I am learning about classification of PDE's into hyperbolic, parabolic and elliptic PDEs and I was reading this post which if I understand correctly says that first order PDE are hyperbolic. However if we have a second-order PDE of the form $a\partial_{xx}u+b\partial_{xy}u+c\partial_{yy}u+d\partial_xu+e\partial_yu+fu=0$ then we can classify it as follows :

• $b^2-4ac>0$ : hyperbolic
• $b^2-4ac<0$ : elliptic
• $b^2-4ac=0$ : parabolic

However, for a first order PDE we have $a=b=c=0$ so shouldn't the first order PDE be parabolic?

Answer 1

There is much more general definition of a PDE being hyperbolic (or even a system of PDE being hyperbolic). You can find it in many (usually graduate level and above) textbooks.

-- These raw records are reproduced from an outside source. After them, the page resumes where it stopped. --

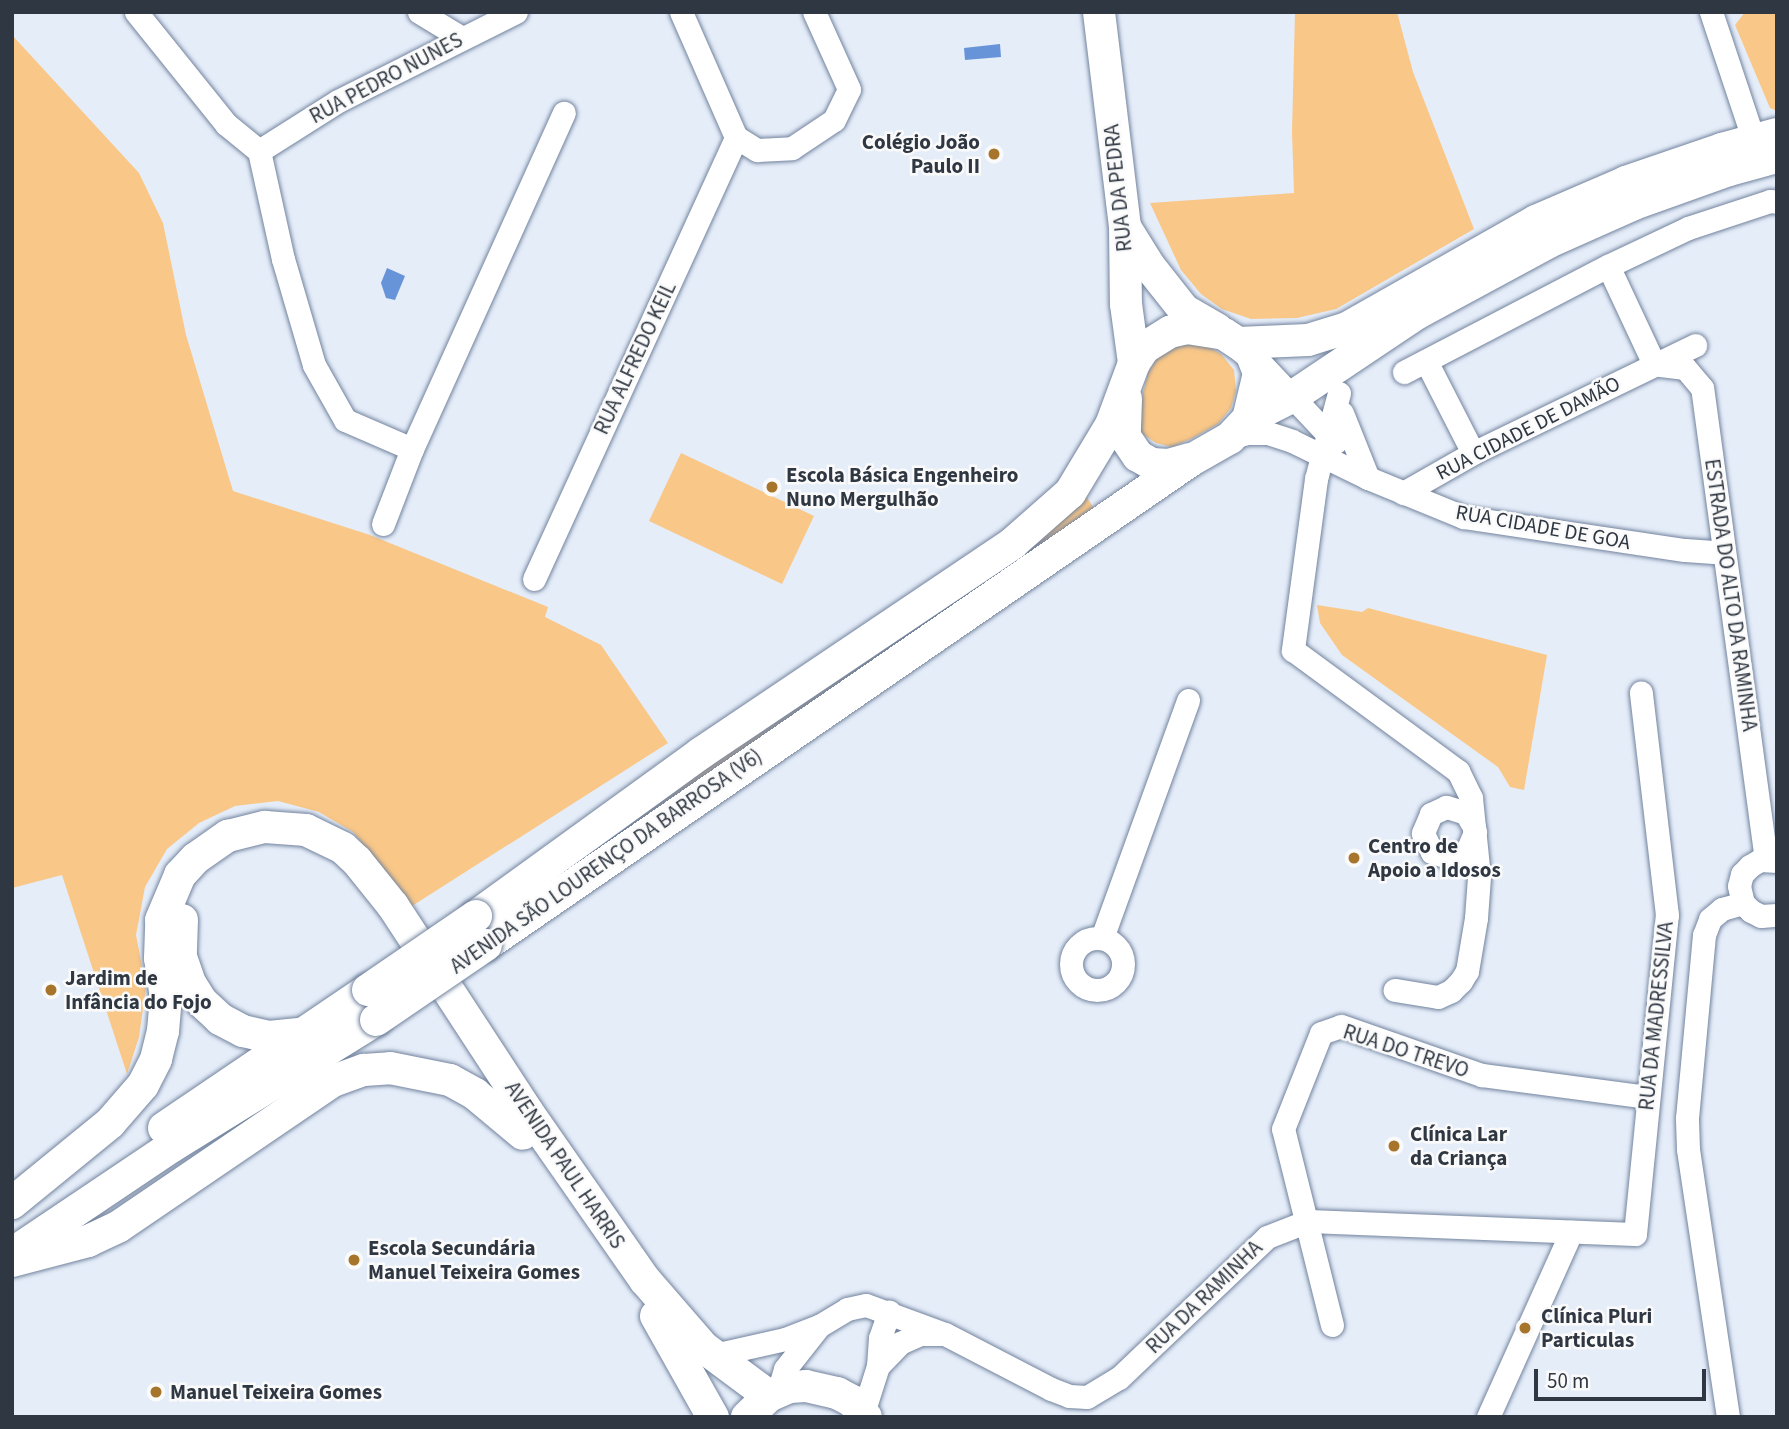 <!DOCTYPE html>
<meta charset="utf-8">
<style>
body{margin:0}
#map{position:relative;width:1789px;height:1429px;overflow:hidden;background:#e5edf9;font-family:"Source Sans 3",sans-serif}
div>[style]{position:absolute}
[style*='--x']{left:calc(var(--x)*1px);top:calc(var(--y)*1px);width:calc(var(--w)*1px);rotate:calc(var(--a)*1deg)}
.green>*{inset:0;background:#f9c787}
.water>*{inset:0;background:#6794d8}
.roads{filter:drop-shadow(0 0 2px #72839e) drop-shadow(0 0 2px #72839e)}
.street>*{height:23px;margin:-11.5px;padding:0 11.5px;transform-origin:11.5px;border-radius:11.5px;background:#fff}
.street>.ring{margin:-11.5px;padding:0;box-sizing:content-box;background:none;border:23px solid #fff;border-radius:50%}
.secondary>*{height:32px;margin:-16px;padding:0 16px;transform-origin:16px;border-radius:16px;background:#fff}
.bridges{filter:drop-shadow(0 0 2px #72839e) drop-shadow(0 0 2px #72839e)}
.secondary-bridge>*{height:32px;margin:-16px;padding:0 16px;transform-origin:16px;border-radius:16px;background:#fff}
.dots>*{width:19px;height:19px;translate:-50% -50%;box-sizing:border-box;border:4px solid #fafafa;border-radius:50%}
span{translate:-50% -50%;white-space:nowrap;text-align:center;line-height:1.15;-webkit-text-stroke:5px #fafafa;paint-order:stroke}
.street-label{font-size:21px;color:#2f3742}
.poi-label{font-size:21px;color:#2f3742;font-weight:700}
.right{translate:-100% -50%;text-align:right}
.left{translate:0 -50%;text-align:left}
.frame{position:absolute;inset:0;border:14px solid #2f3742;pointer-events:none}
.scale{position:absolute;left:1534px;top:1369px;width:172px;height:32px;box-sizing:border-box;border:4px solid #2f3742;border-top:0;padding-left:9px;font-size:21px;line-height:24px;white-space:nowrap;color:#2f3742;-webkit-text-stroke:5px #fafafa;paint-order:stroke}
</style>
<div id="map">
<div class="green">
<div style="clip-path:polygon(1295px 12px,1397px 12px,1413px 72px,1474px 229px,1336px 309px,1297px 318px,1251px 319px,1222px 309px,1201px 294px,1181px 270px,1150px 203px,1294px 193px,1292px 132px)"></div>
<div style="clip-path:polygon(1745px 12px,1777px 12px,1777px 111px,1770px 108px,1735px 25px)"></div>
<div style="clip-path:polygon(12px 35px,139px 173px,163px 223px,186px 335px,233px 491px,370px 535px,548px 607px,545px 617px,601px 645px,668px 743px,412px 906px,353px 832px,319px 812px,278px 801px,235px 806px,199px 823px,167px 849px,145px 887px,136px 935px,146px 987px,139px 1037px,127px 1074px,62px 875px,12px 888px)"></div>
<div style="clip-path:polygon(1192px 344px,1209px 347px,1221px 354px,1234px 370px,1236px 391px,1231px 408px,1218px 424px,1193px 438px,1172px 447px,1156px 443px,1141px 433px,1138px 413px,1148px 373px,1158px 357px,1170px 347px)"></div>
<div style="clip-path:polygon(681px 453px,814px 516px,782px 584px,649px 521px)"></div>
<div style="clip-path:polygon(1084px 493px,1095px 510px,707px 775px,492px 928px,221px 1097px)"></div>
<div style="clip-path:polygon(1317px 605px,1362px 612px,1368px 608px,1547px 655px,1524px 790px,1510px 787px,1498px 767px,1342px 655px,1320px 623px)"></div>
</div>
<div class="water">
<div style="clip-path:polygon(1000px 44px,1001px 57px,965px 60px,964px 48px)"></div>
<div style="clip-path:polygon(387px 268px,405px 276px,395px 300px,386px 298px,381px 283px)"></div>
</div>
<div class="roads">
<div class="street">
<div style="--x:136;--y:12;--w:144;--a:51.2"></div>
<div style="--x:226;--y:124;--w:43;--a:39.3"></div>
<div style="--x:259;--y:151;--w:111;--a:77.5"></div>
<div style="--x:283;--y:259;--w:110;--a:73.7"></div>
<div style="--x:314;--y:365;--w:63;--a:60.6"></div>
<div style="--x:345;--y:420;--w:73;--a:23.4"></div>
<div style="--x:419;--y:12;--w:50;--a:31.2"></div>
<div style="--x:681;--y:12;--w:137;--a:66.3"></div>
<div style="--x:736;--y:137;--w:25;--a:32"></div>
<div style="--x:757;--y:150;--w:35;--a:-3"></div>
<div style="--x:792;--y:148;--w:50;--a:-33.7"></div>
<div style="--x:834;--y:120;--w:34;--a:-64"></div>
<div style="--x:849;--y:89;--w:85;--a:-114.4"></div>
<div style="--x:1711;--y:12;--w:136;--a:71.6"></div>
<div style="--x:259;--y:151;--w:93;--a:-32.3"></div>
<div style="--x:338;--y:101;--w:199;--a:-26.6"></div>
<div style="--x:1253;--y:355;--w:120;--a:46.7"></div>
<div style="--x:1426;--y:361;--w:103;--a:62.9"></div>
<div style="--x:1404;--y:372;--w:230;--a:-27.5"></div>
<div style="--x:1339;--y:393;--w:89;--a:105"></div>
<div style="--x:1316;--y:479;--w:173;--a:97.7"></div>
<div style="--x:1293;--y:650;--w:205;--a:36.3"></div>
<div style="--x:1458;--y:771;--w:30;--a:64"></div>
<div style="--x:1471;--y:798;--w:79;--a:84.2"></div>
<div style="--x:1479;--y:877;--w:41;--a:94.2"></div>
<div style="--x:1476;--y:918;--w:54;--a:99.6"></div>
<div style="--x:1467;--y:971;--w:12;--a:121"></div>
<div style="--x:1461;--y:981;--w:14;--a:135"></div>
<div style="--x:1451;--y:991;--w:14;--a:155"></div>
<div style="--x:1438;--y:997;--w:44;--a:-170.8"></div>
<div style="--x:1342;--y:413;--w:70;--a:68.2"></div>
<div style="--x:1230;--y:438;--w:19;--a:-16"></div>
<div style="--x:1248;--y:433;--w:20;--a:0"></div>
<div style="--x:1268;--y:433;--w:25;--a:18"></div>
<div style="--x:1292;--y:441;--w:85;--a:26"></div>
<div style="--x:1368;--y:478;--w:103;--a:22.3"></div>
<div style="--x:1463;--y:517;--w:224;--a:8.5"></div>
<div style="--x:1685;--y:550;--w:39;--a:4"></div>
<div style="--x:1403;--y:493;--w:81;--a:-29.7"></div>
<div style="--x:1473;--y:453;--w:247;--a:-25.9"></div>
<div style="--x:383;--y:524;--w:80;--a:-68.9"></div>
<div style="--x:412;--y:449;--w:369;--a:-65.7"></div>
<div style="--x:534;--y:579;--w:486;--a:-65.4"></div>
<div style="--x:1474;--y:827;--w:16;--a:-120"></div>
<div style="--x:1466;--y:813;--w:21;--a:-163"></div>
<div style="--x:1446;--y:807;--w:17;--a:155"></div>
<div style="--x:1431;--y:814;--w:21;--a:113"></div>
<div style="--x:1423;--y:833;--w:21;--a:65"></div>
<div style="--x:1432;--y:852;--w:21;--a:17"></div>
<div style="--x:1452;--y:858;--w:17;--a:-25"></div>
<div style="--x:1467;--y:851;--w:21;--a:-67"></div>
<div style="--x:1766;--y:860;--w:476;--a:-97.7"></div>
<div style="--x:1702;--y:388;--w:26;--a:-130"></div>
<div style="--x:1685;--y:368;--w:31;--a:-173"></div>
<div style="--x:1654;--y:364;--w:108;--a:-115.1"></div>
<div style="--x:1608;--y:266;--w:89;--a:-25.4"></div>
<div style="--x:1688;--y:228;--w:86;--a:-18.2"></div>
<div style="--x:1770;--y:201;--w:7;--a:8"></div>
<div style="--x:1777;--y:861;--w:17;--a:-177"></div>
<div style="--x:1760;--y:860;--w:12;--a:149"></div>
<div style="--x:1750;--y:866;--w:11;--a:135"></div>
<div style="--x:1742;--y:874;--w:12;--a:104"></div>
<div style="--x:1739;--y:886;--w:17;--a:77"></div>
<div style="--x:1743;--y:903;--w:11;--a:45"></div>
<div style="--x:1751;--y:911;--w:11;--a:27"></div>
<div style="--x:1761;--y:916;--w:16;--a:-4"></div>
<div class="ring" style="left:1071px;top:938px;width:29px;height:29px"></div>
<div style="--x:1102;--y:938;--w:253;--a:-70.1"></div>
<div style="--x:1332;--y:1325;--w:202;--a:-104"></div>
<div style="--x:1283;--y:1129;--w:103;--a:-68.4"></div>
<div style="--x:1321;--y:1033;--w:21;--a:-19"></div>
<div style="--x:1341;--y:1026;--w:149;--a:19.2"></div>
<div style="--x:1482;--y:1075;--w:166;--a:7.6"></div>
<div style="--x:714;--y:1355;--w:73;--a:-12.7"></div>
<div style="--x:785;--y:1339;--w:36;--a:-21"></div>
<div style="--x:878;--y:1366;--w:32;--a:-46"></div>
<div style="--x:900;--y:1343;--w:22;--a:-24"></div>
<div style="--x:920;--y:1334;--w:20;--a:0"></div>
<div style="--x:778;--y:1392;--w:24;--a:-73"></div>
<div style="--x:785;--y:1369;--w:55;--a:-51.7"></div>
<div style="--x:819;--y:1326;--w:33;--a:-31"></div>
<div style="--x:847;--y:1309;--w:19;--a:-12"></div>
<div style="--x:866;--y:1305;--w:84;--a:20.2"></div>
<div style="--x:945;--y:1334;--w:119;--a:27.4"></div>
<div style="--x:1051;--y:1389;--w:19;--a:21"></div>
<div style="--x:1069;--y:1396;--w:18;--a:3"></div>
<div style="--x:1087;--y:1397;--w:37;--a:-31"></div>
<div style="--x:1119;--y:1378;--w:204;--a:-43.6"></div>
<div style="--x:1267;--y:1237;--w:44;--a:-21.3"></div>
<div style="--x:1308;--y:1221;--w:327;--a:2.3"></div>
<div style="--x:1635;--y:1234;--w:321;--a:-84.3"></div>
<div style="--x:1667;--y:915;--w:224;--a:-96.7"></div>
<div style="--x:863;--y:1413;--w:49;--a:-72.3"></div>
<div style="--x:878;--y:1366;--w:28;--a:-86"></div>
<div style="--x:880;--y:1338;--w:28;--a:-71"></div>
<div style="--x:1488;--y:1417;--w:203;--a:-65.8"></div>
<div style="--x:1728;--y:1417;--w:271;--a:-98.5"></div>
<div style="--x:1688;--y:1149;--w:31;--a:-92"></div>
<div style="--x:1687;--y:1118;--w:184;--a:-84.7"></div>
<div style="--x:1704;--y:935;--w:17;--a:-69"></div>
<div style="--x:1710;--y:919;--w:16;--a:-40"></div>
<div style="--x:1722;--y:909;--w:22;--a:-16"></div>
</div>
<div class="secondary">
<div style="--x:1099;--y:12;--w:217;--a:83.1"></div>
<div style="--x:1125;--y:227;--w:77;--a:89.3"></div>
<div style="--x:1126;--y:304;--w:60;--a:82.3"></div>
<div style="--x:1125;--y:227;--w:47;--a:58"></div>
<div style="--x:1150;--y:267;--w:55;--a:51.7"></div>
<div style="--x:1184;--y:310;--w:38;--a:30"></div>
<div style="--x:1238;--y:343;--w:70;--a:-2.5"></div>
<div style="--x:1308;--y:340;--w:41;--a:-17.1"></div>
<div style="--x:1347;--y:328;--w:217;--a:-29.5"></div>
<div style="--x:1536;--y:221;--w:98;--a:-23.4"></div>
<div style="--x:1626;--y:182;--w:102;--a:-19"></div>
<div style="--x:1722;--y:149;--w:57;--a:-15.3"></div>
<div style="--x:1126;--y:399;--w:38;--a:92"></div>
<div style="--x:1125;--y:437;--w:23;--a:56"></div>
<div style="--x:1138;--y:456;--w:16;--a:30"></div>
<div style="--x:1152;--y:464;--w:17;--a:3"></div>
<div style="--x:1169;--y:465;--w:22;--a:-16"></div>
<div style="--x:476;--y:916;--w:278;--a:-35.9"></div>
<div style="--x:701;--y:753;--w:376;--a:-33.9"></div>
<div style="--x:1013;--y:543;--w:76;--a:-41.3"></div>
<div style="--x:1070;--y:493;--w:79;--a:-58.9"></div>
<div style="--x:1111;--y:425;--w:66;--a:-69.6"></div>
<div style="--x:1134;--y:363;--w:18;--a:-56"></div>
<div style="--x:1144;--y:348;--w:31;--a:-32"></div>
<div style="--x:1170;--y:332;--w:17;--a:-13"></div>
<div style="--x:1187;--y:328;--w:37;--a:9"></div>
<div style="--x:1224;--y:334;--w:17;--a:33"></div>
<div style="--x:1238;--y:343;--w:16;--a:38"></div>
<div style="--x:1251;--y:353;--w:22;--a:68"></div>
<div style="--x:1259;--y:373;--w:47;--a:103.4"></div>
<div style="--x:182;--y:920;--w:37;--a:92"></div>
<div style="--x:181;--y:957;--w:28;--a:71"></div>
<div style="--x:190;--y:983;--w:22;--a:58"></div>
<div style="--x:202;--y:1002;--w:25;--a:43"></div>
<div style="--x:220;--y:1019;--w:26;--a:28"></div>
<div style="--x:243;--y:1031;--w:27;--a:13"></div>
<div style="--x:269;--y:1037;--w:30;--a:-6"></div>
<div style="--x:486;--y:945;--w:858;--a:-34.51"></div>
<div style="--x:1193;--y:459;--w:43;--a:-29.6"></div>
<div style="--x:1230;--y:438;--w:26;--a:-47"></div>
<div style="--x:1248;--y:419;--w:49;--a:-26.6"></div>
<div style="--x:1292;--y:397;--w:149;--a:-33.8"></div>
<div style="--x:1416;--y:314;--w:151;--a:-28.4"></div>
<div style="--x:1549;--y:242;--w:93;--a:-24.1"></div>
<div style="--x:1634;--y:204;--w:101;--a:-19.7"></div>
<div style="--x:1729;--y:170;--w:50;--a:-15.2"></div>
<div style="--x:164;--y:1128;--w:246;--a:-34.1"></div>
<div style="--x:12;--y:1203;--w:127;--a:-39.2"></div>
<div style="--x:110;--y:1123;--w:50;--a:-49"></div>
<div style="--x:143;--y:1085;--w:29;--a:-63"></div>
<div style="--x:156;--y:1059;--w:29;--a:-76"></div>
<div style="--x:163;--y:1031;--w:33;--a:-85"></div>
<div style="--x:166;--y:998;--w:40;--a:-98.5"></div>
<div style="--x:160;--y:958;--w:38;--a:-88"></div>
<div style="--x:161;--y:920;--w:49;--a:-67.1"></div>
<div style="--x:180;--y:875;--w:23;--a:-47"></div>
<div style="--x:196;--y:858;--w:39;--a:-35"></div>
<div style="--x:228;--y:836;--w:38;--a:-14"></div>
<div style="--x:265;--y:827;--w:41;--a:4.2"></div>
<div style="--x:306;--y:830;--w:41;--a:25.9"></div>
<div style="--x:343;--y:848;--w:19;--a:43"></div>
<div style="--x:357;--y:861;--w:58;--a:51.3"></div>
<div style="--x:393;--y:906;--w:245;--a:56.8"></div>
<div style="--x:527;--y:1111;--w:206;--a:55.1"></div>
<div style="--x:645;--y:1280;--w:89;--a:49.1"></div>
<div style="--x:703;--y:1347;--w:82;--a:36.6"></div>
<div style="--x:16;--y:1251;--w:187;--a:-33.9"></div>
<div style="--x:171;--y:1147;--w:241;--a:-31.8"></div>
<div style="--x:12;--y:1261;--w:79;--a:-14.7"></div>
<div style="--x:88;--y:1241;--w:33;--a:-25"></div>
<div style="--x:118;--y:1227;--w:260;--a:-34.2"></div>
<div style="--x:333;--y:1081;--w:33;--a:-20"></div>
<div style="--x:364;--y:1070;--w:26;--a:-4"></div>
<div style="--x:390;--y:1068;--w:61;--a:11.3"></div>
<div style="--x:450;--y:1080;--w:29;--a:29"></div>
<div style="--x:475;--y:1094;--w:62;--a:39.8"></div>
<div style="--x:656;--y:1316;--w:116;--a:60.6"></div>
<div style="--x:747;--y:1417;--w:30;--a:-44"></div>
<div style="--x:769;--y:1396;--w:22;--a:-24"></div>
<div style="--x:789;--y:1387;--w:17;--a:-3"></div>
<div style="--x:806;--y:1386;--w:32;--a:13"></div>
<div style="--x:837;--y:1393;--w:17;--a:28"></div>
<div style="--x:852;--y:1401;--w:21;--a:49"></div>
</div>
</div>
<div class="bridges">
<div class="secondary-bridge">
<div style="--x:368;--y:990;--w:131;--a:-34.4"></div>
<div style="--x:376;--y:1020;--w:133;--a:-34.3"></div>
</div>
</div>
<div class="dots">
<div style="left:994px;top:154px;background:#a6742a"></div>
<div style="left:772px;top:487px;background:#a6742a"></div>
<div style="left:1354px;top:858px;background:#a6742a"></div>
<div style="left:51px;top:990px;background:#a6742a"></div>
<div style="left:1394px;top:1146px;background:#a6742a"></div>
<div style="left:354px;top:1260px;background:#a6742a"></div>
<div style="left:1525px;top:1328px;background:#a6742a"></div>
<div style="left:156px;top:1392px;background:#a6742a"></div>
</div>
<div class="street-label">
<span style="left:386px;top:78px;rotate:-28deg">RUA PEDRO NUNES</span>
<span style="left:1118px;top:188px;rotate:-96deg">RUA DA PEDRA</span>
<span style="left:635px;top:358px;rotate:-65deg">RUA ALFREDO KEIL</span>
<span style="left:1528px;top:428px;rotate:-27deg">RUA CIDADE DE DAMÃO</span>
<span style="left:1543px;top:527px;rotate:10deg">RUA CIDADE DE GOA</span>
<span style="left:1731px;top:595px;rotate:82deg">ESTRADA DO ALTO DA RAMINHA</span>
<span style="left:606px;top:861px;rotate:-35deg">AVENIDA SÃO LOURENÇO DA BARROSA (V6)</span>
<span style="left:1656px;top:1016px;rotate:-84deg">RUA DA MADRESSILVA</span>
<span style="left:1406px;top:1051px;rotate:18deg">RUA DO TREVO</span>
<span style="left:565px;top:1165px;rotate:56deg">AVENIDA PAUL HARRIS</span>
<span style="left:1204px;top:1297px;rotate:-44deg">RUA DA RAMINHA</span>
</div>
<div class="poi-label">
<span class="right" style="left:980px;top:154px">Colégio João<br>Paulo II</span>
<span class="left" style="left:786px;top:487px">Escola Básica Engenheiro<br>Nuno Mergulhão</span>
<span class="left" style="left:1368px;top:858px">Centro de<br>Apoio a Idosos</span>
<span class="left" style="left:65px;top:990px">Jardim de<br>Infância do Fojo</span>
<span class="left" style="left:1410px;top:1146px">Clínica Lar<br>da Criança</span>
<span class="left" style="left:368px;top:1260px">Escola Secundária<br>Manuel Teixeira Gomes</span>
<span class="left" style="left:1541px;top:1328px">Clínica Pluri<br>Particulas</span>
<span class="left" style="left:170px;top:1392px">Manuel Teixeira Gomes</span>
</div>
<div class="frame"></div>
<div class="scale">50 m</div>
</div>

Non-technically speaking a PDE of order $n$ is called hyperbolic if an initial value problem for $n-1$ derivatives is well-posed, i.e., its solution exists (locally), unique, and depends continuously on initial data.

So, for instance, if you take a first order PDE (transport equation) with initial condition $$ u_t+u_x=0,\quad u(0,x)=f(x), $$ then it can be shown that this problem is well-posed and hence hyperbolic (as for any other first order PDE under some technical conditions about characteristics and the curve of initial condition).

If you take the usual wave equation with two initial conditions $$ u_{tt}-u_{xx}=0\quad u(0,x)=f(x), u'_t(0,x)=g(x), $$ then it can be shown that this problem is well-posed and hence the wave equation is hyperbolic (as well as any other second order PDE with $b^2-4ac>0$ according to your classification).

Finally, if you take the Laplace equation with two initial conditions $$ u_{tt}+u_{xx}=0\quad u(0,x)=f(x), u'_t(0,x)=g(x), $$ then it can be shown that this problem is not well-posed and hence not hyperbolic (it is actually elliptic).